Managerial / Supervisory

• Manages and oversees direct reports.
• Disciplines and terminates employees following approved company guidelines.
• Establishes and communicates performance standards to meet or exceed standards.
• Coaches others for success and to meet established goals and/or standards.
• Recruits, interviews, hires, and trains employees, as needed.
• Oversees work assignments to include supporting and rearranging workload of direct reports.
• Provides constructive and timely performance evaluations including motivating and evaluating employees based on established performance standards.
• Promotes staff retention by creating an open, positive, and supportive work environment.
• Receives, investigates, and responds to employee grievances.

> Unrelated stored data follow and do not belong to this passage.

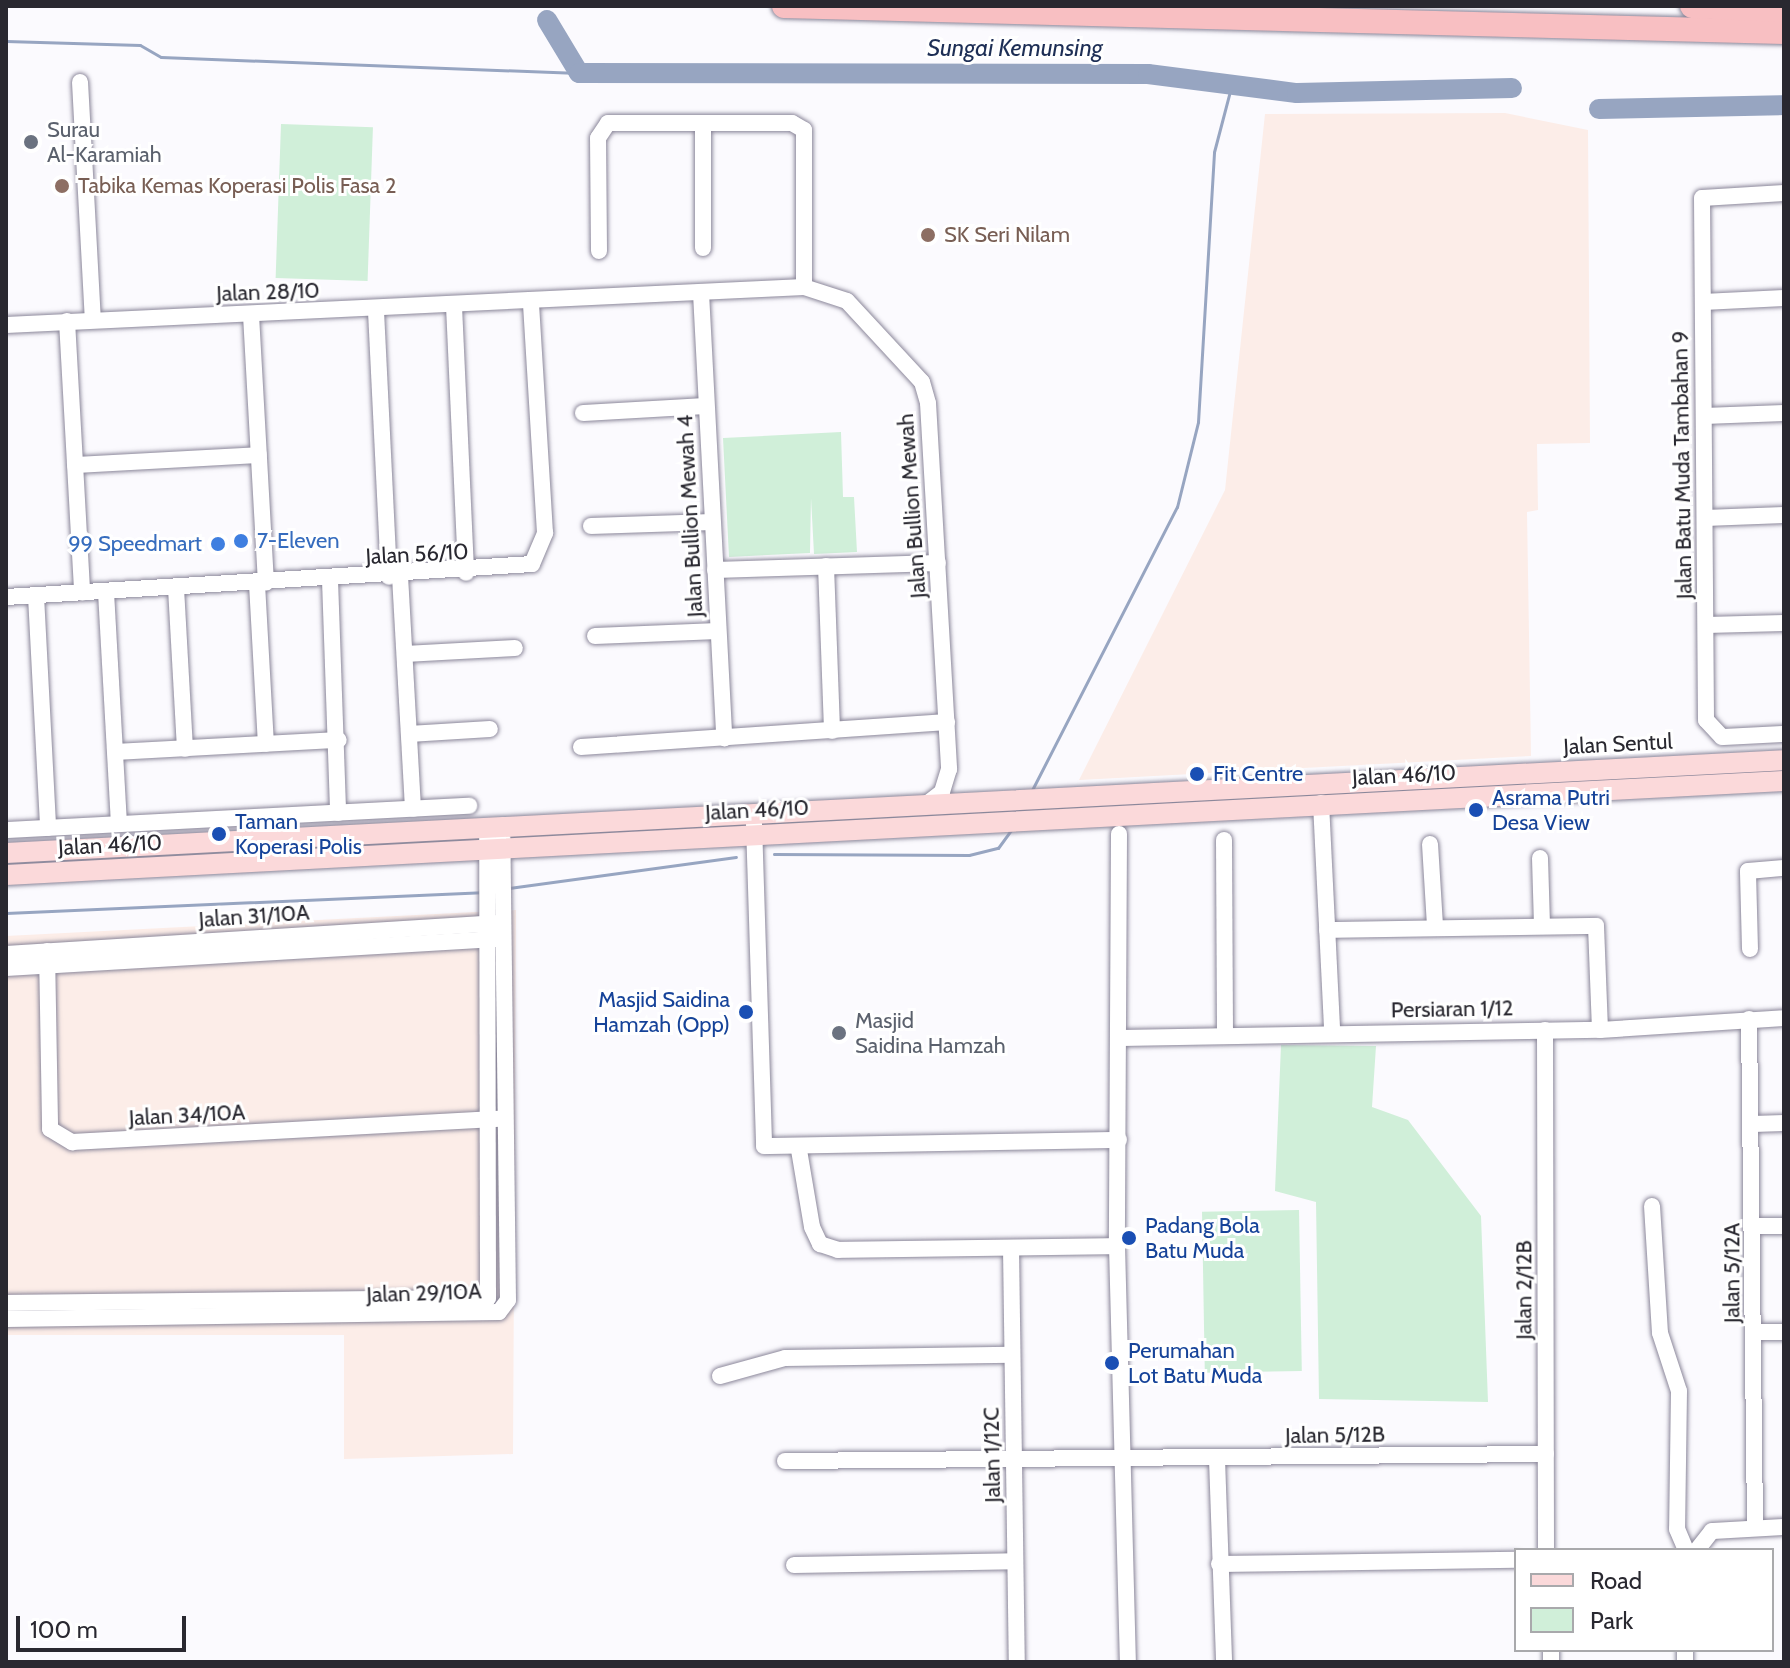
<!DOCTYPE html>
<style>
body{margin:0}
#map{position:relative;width:1790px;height:1668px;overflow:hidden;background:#fbfafe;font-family:Cabin,sans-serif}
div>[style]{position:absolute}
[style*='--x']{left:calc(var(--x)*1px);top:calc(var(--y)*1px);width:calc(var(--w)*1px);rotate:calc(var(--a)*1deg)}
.industrial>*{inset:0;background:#fcede8}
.green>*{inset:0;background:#d0efd9;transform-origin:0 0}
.stream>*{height:3px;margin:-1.5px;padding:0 1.5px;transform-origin:1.5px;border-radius:1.5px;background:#97a5c1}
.river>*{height:20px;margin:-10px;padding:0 10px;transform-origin:10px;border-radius:10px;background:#97a5c1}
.roads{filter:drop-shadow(0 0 2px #8b879a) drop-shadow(0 0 2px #8b879a)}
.minor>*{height:16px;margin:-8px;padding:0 8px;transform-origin:8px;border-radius:8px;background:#fff}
.major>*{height:20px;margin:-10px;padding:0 10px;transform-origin:10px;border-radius:10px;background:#fbd9da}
.highway>*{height:24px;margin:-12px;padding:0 12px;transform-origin:12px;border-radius:12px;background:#f8bfc2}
.dots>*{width:22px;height:22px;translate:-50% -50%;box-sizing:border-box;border:4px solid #fff;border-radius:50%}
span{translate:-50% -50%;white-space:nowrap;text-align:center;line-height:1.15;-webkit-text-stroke:6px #fff;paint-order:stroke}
.worship-label{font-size:22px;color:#5b616d}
.left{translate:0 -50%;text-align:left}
.education-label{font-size:22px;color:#785e54}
.street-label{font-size:22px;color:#292830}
.shop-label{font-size:22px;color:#366cbe}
.right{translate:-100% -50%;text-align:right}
.transit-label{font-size:22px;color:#164399}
.water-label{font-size:24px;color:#1d2e55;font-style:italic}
.frame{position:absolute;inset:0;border:8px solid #292830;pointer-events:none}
.legend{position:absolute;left:1514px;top:1548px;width:260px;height:104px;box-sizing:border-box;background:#fff;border:2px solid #a9a9ac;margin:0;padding:10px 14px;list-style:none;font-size:24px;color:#292830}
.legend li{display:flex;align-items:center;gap:16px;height:40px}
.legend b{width:40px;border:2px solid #a9a9ac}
.scale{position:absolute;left:16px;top:1616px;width:170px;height:36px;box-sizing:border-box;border:4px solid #292830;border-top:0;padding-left:10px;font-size:24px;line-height:28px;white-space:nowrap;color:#292830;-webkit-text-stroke:6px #fff;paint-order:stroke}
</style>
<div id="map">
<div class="industrial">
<div style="clip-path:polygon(1505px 113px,1588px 130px,1590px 443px,1537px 444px,1538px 510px,1527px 512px,1531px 756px,1079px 780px,1225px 490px,1265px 114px)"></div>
<div style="clip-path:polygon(516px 910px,513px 1454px,344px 1459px,344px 1335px,6px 1335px,6px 936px)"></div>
</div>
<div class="green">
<div style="left:281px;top:124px;width:92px;height:154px;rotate:2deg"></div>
<div style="clip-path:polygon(841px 432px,843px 497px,854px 497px,857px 552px,814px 554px,811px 498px,810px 553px,729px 557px,723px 438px)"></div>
<div style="clip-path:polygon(1281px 1045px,1376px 1046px,1372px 1107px,1408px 1120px,1481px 1216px,1488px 1402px,1319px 1399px,1316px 1202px,1275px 1191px)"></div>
<div style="left:1299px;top:1210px;width:161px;height:97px;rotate:89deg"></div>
</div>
<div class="stream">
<div style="--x:6;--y:41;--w:134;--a:1.7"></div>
<div style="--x:140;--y:45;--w:24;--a:30"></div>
<div style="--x:161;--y:57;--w:418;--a:2.2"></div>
<div style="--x:1032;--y:790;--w:318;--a:-62.9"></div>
<div style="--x:1177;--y:507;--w:88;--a:-76.1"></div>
<div style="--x:1198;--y:422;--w:270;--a:-86.6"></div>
<div style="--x:1214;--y:152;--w:67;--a:-75.3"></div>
<div style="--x:774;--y:854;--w:195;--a:0.3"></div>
<div style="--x:969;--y:855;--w:30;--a:-14"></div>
<div style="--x:998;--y:848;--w:24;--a:-54"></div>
<div style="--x:509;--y:888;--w:229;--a:-7.8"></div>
<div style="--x:6;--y:913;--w:476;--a:-2.5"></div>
</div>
<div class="river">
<div style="--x:547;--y:20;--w:62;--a:58.9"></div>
<div style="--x:579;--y:73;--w:569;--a:0.1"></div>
<div style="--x:1148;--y:74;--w:150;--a:7.3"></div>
<div style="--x:1297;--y:93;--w:215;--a:-1.3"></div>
<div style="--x:1599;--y:109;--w:185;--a:-1.2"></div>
</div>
<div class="roads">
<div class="minor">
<div style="--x:80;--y:82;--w:238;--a:86.9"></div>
<div style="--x:703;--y:123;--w:125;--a:90"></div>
<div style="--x:1784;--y:193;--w:82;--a:176.5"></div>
<div style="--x:1702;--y:198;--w:522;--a:89.56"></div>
<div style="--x:1706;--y:720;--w:23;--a:47"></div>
<div style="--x:1722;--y:737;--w:62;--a:-2.8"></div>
<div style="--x:599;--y:251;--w:113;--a:-90.5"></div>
<div style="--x:598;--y:138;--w:18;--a:-56"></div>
<div style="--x:608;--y:123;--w:184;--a:0"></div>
<div style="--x:792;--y:123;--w:14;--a:30"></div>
<div style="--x:804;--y:130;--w:157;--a:90"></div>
<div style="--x:701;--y:293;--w:446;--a:87"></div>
<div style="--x:1703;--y:302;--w:81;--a:-2.8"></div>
<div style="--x:454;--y:306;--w:267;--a:87.4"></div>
<div style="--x:376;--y:311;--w:266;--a:87.2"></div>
<div style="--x:251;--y:315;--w:268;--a:86.8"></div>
<div style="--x:67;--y:321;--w:272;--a:86.8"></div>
<div style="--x:6;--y:325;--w:799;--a:-2.73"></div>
<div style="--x:804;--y:287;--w:45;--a:18"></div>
<div style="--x:847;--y:301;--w:110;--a:47.2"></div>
<div style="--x:922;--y:382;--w:22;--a:74"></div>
<div style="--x:928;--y:403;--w:367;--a:86.7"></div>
<div style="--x:949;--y:769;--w:24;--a:107"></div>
<div style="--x:942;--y:792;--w:18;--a:142"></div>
<div style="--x:583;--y:413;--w:123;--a:-3.3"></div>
<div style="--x:1704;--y:416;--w:80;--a:-2.1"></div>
<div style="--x:75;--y:465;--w:184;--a:-3.1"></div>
<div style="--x:1705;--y:518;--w:79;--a:-2.2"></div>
<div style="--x:591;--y:526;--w:121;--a:-1.9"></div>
<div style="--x:826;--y:566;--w:165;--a:87.9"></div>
<div style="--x:715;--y:570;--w:223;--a:-1.8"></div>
<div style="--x:400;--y:576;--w:233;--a:86.8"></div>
<div style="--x:330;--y:580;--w:233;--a:88"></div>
<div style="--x:257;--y:584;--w:160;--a:86.8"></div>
<div style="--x:176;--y:588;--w:161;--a:86.8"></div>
<div style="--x:106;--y:592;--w:232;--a:86.8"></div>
<div style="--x:36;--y:596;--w:232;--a:87"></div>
<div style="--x:6;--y:597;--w:527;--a:-3.59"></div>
<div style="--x:532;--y:564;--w:34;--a:-67"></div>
<div style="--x:545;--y:533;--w:231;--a:-93.5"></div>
<div style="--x:1706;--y:625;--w:78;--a:-1.5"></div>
<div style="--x:595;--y:636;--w:123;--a:-2.3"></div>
<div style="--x:405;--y:654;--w:110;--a:-3.1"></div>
<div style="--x:409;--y:734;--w:81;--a:-3.5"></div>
<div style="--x:581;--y:747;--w:367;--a:-3.9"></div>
<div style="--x:115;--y:752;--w:224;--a:-3.1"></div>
<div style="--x:1321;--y:803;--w:229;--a:87.2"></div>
<div style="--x:754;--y:824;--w:322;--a:88.2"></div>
<div style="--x:764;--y:1146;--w:355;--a:-1"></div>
<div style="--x:6;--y:830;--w:464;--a:-3"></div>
<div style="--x:1119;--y:834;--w:412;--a:90.3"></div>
<div style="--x:1117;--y:1246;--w:416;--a:88.5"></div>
<div style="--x:1224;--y:840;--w:195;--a:89.7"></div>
<div style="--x:1430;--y:844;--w:82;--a:86.5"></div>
<div style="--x:1540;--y:858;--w:67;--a:88.3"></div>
<div style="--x:1327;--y:930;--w:269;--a:-0.9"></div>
<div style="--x:1596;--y:926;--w:104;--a:87.8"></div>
<div style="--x:1750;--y:949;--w:78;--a:-91.5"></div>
<div style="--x:1748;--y:871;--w:36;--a:-5"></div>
<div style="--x:47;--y:951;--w:178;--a:89"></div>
<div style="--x:50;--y:1129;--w:26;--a:31"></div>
<div style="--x:72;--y:1142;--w:428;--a:-3.1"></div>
<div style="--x:6;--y:954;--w:494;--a:-3.6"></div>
<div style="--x:6;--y:968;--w:495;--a:-3.4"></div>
<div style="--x:1749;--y:1019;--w:508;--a:89.32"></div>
<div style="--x:1545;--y:1030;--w:520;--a:89.89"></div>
<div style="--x:1121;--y:1038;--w:479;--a:-1"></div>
<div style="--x:1600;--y:1030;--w:184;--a:-3.7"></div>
<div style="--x:1753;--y:1124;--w:31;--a:-2"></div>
<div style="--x:799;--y:1150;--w:78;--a:80.4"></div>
<div style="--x:812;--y:1227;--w:19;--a:65"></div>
<div style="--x:820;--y:1244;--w:19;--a:18"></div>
<div style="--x:838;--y:1250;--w:279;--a:-0.8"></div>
<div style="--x:1652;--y:1206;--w:127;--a:86.4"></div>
<div style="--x:1660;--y:1333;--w:61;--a:71.9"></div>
<div style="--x:1679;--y:1391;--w:138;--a:90.8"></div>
<div style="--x:1677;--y:1529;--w:23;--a:67"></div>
<div style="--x:1754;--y:1226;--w:30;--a:0"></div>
<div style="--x:1011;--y:1248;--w:414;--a:89.2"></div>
<div style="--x:6;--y:1303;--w:482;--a:-0.6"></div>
<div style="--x:488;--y:1298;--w:471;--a:-90.1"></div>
<div style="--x:6;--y:1319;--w:493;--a:-0.8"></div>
<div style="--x:499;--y:1312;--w:15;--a:-53"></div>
<div style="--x:508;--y:1300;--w:462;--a:-90.7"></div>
<div style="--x:1754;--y:1332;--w:30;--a:0"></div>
<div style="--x:720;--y:1376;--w:67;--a:-15.5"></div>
<div style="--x:785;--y:1358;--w:227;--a:-0.8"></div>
<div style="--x:1217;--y:1459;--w:203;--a:88"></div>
<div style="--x:785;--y:1461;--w:761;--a:-0.53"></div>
<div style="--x:1697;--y:1550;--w:24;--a:-52"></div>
<div style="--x:1712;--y:1531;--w:72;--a:-3.2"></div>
<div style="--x:1219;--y:1564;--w:297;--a:-0.8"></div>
<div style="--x:794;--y:1565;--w:221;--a:-1"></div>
<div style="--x:1551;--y:1650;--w:12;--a:90"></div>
<div style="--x:1685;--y:1662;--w:12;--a:-90"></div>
</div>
<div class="major">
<div style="--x:6;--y:853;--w:1780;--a:-2.99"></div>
<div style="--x:6;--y:875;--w:1780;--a:-3.03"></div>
</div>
<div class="highway">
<div style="--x:784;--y:6;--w:1000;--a:1.49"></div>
<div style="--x:1692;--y:6;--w:92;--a:2.5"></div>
</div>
</div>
<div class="dots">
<div style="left:31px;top:142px;background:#6b7280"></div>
<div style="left:62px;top:186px;background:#8d6e63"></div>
<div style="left:928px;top:235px;background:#8d6e63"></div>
<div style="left:241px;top:541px;background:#3f7fe0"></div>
<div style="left:218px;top:544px;background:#3f7fe0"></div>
<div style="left:1197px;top:774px;background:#1a4fb4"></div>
<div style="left:1476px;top:810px;background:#1a4fb4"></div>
<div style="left:219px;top:834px;background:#1a4fb4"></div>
<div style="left:746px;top:1012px;background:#1a4fb4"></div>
<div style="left:839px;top:1033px;background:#6b7280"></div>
<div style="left:1129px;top:1238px;background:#1a4fb4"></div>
<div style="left:1112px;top:1363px;background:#1a4fb4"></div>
</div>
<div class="worship-label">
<span class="left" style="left:47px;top:142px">Surau<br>Al-Karamiah</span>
<span class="left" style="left:855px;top:1033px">Masjid<br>Saidina Hamzah</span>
</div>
<div class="education-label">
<span class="left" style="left:78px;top:186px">Tabika Kemas Koperasi Polis Fasa 2</span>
<span class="left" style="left:944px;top:235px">SK Seri Nilam</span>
</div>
<div class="street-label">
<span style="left:268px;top:292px;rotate:-2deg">Jalan 28/10</span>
<span style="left:1682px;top:465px;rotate:-91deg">Jalan Batu Muda Tambahan 9</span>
<span style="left:912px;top:506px;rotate:-94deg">Jalan Bullion Mewah</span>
<span style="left:690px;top:516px;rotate:-93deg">Jalan Bullion Mewah 4</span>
<span style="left:417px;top:554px;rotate:-3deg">Jalan 56/10</span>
<span style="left:1618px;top:744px;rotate:-3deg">Jalan Sentul</span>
<span style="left:1404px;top:775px;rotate:-3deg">Jalan 46/10</span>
<span style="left:757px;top:810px;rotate:-3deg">Jalan 46/10</span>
<span style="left:110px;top:845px;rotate:-3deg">Jalan 46/10</span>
<span style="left:254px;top:916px;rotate:-4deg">Jalan 31/10A</span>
<span style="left:1452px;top:1009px;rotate:-1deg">Persiaran 1/12</span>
<span style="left:187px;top:1115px;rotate:-3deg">Jalan 34/10A</span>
<span style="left:1732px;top:1273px;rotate:-90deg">Jalan 5/12A</span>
<span style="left:1524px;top:1290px;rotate:-90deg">Jalan 2/12B</span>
<span style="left:424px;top:1293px;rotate:-2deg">Jalan 29/10A</span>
<span style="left:1335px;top:1435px;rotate:-1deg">Jalan 5/12B</span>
<span style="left:992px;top:1455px;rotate:-91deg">Jalan 1/12C</span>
</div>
<div class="shop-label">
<span class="left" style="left:257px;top:541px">7-Eleven</span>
<span class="right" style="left:202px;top:544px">99 Speedmart</span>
</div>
<div class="transit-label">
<span class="left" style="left:1213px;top:774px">Fit Centre</span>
<span class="left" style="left:1492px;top:810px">Asrama Putri<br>Desa View</span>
<span class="left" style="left:235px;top:834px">Taman<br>Koperasi Polis</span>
<span class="right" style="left:730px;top:1012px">Masjid Saidina<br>Hamzah (Opp)</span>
<span class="left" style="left:1145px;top:1238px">Padang Bola<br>Batu Muda</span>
<span class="left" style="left:1128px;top:1363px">Perumahan<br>Lot Batu Muda</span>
</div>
<div class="water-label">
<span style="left:1015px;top:48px">Sungai Kemunsing</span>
</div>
<div class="frame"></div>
<ul class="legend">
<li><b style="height:10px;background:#fbd9da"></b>Road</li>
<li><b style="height:22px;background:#d0efd9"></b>Park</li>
</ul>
<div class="scale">100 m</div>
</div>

Involves and obtains guidance from supervisor and human resources when needed

General

Must be able to execute all terms and conditions set forth in the KEDPLASMA Employee Handbook, including, but not limited to:

• Work in a safety-conscious manner which ensures that safe work practices are used in order not to pose a risk to self or others in the workplace.
• Comply with company Global Code of Conduct and company’s policies and procedures and all the applicable regulations.
• Maintain a dependable attendance record and adhere to standards of cleanliness, grooming, hygiene, and dress code.
• Attend and participate in scheduled training, educational classes, and meeting(s) in a timely manner as instructed by supervisor/manager.
• Cooperate with department personnel, as well as other center staff to ensure services can be adequately maintained to meet the needs of the donors.
• Meet with supervisor/manager on a regular basis to assist in identifying and correcting problem areas and/or improving services.
• Complete all assigned tasks in a timely manner as instructed by supervisor/manager.
• Adhere to work schedules in completing and performing assigned tasks.
• Promote KEDRION Values: Together as One; Care; Integrity; Sustainable Impact; and Courage.
• Create and maintain an atmosphere of warmth, personal interest, and positive emphasis, as well as a calm environment.
• Interact in a tactful, diplomatic, and humanistic manner with donors, visitors, and co-workers to provide a safe, efficient, and caring environment which ensures the self-respect, personal dignity, physical safety of each donor and center guest.
• Treat donors, visitors, and co-workers with courtesy, respect, and dignity.
• Perform any miscellaneous duties or work assignments, as required.

Primary Contacts

• Center management, employees, auditors, inspectors, vendors, corporate staff, and visitors.

REQUIREMENTS

Education, Qualifications & Experience

• Licensed Doctor of Medicine (M.D. or D.O.) from an accredited medical school required.
• Currently licensed in the state in which he or she will be providing services required.
• Currently CLIA certification required or willing to complete course requirements prior to execution of contract.